Original Title: Tokenized Stocks Become Crypto's New Darling, What About Altcoins?


"It's time to move beyond Bitcoin and meme coins. The market is shifting towards 24/7 on-chain trading and real assets with actual utility," said Robinhood CEO Vlad Tenev after officially announcing the launch of tokenized stock trading. This statement captures the current wave of tokenized stocks and reveals the profound transformation happening in the crypto market.

As platforms like Robinhood, Kraken, and Coinbase successively deploy tokenized stock strategies, the crypto world is experiencing a reshaping of market structure and capital flow. Some voices believe that tokenized stocks, as a significant innovation in the crypto field, could expand the overall market capital scale and help the crypto ecosystem move from the margins to the mainstream. Others argue that the introduction of high-quality assets might pose a serious challenge to altcoins driven by narratives. Currently, tokenized stocks are still in the early stage, facing multiple challenges such as insufficient liquidity and regulatory hurdles.

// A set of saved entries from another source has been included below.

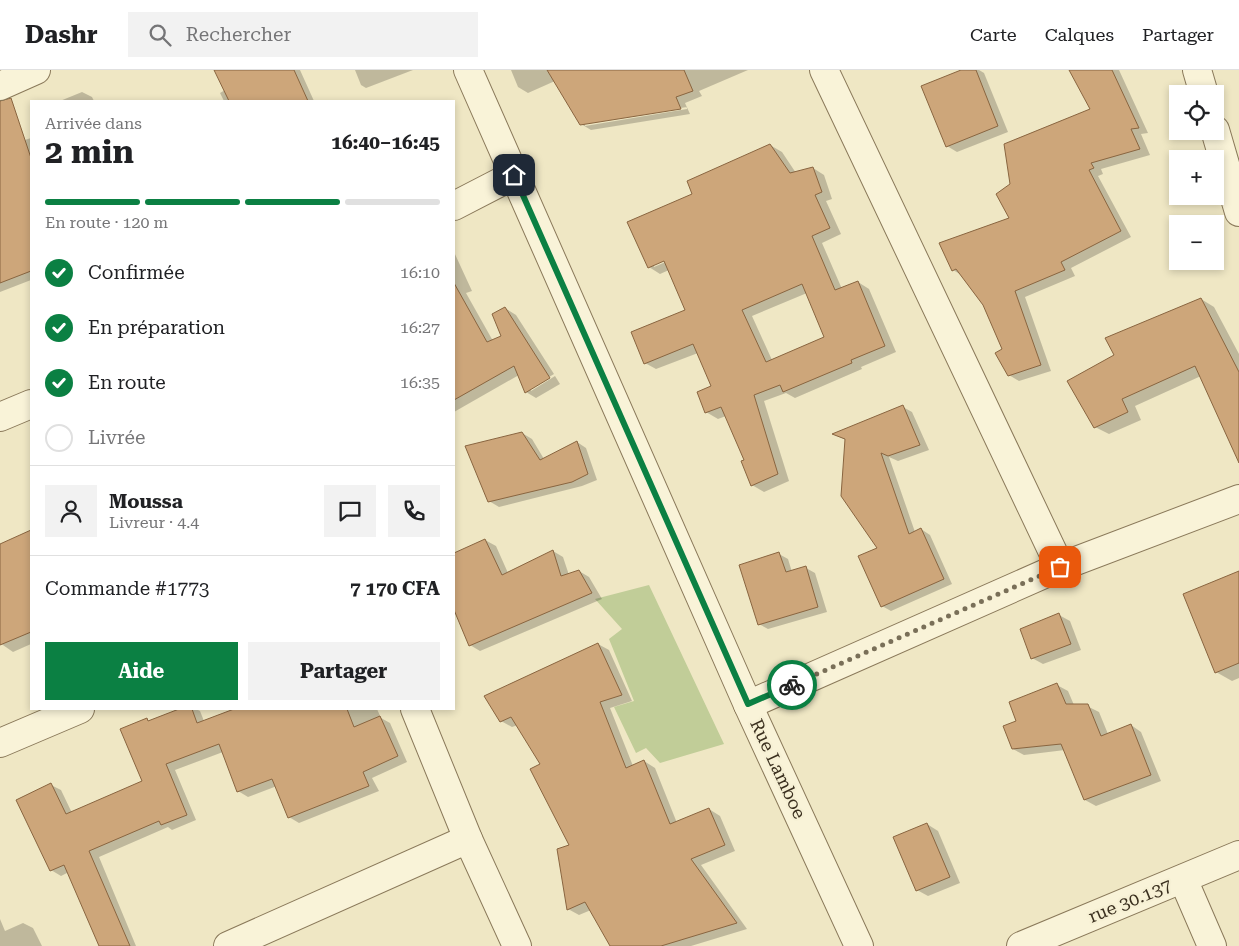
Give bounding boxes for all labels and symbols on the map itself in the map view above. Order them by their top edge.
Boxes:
pin [493,154,535,196]
pin [1039,546,1081,588]
courier [767,660,817,710]
street label: Rue Lamboe [746,716,811,822]
street label: rue 30.137 [1085,874,1175,927]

Altcoins Heading Towards Marginalization?

As traditional high-quality assets like US stocks gradually become "on-chain", the capital flow in the crypto market is quietly changing.

Some market perspectives suggest that tokenized traditional high-quality assets, with clear business models, compliant regulatory frameworks, and stable actual returns, are becoming the new favorite of on-chain funds, creating a suction effect on the altcoin market. Especially those tokens lacking actual revenue models, with immature products, and supported only by narratives are facing liquidity drought and survival pressure.

For instance, crypto KOL BITWU.ETH raised a sharp question: "When traditional high-quality assets are tokenized and tradable on-chain, do crypto native assets still have value? Why would investors gamble on an altcoin that 'might build a product' when they can directly purchase liquid, stable, and clearly valued targets like Apple and Tesla on-chain?" He believes that the structural differentiation of altcoins has officially begun, and as more high-quality real assets appear on-chain, narrative-driven altcoins may be directly marginalized and eventually disappear.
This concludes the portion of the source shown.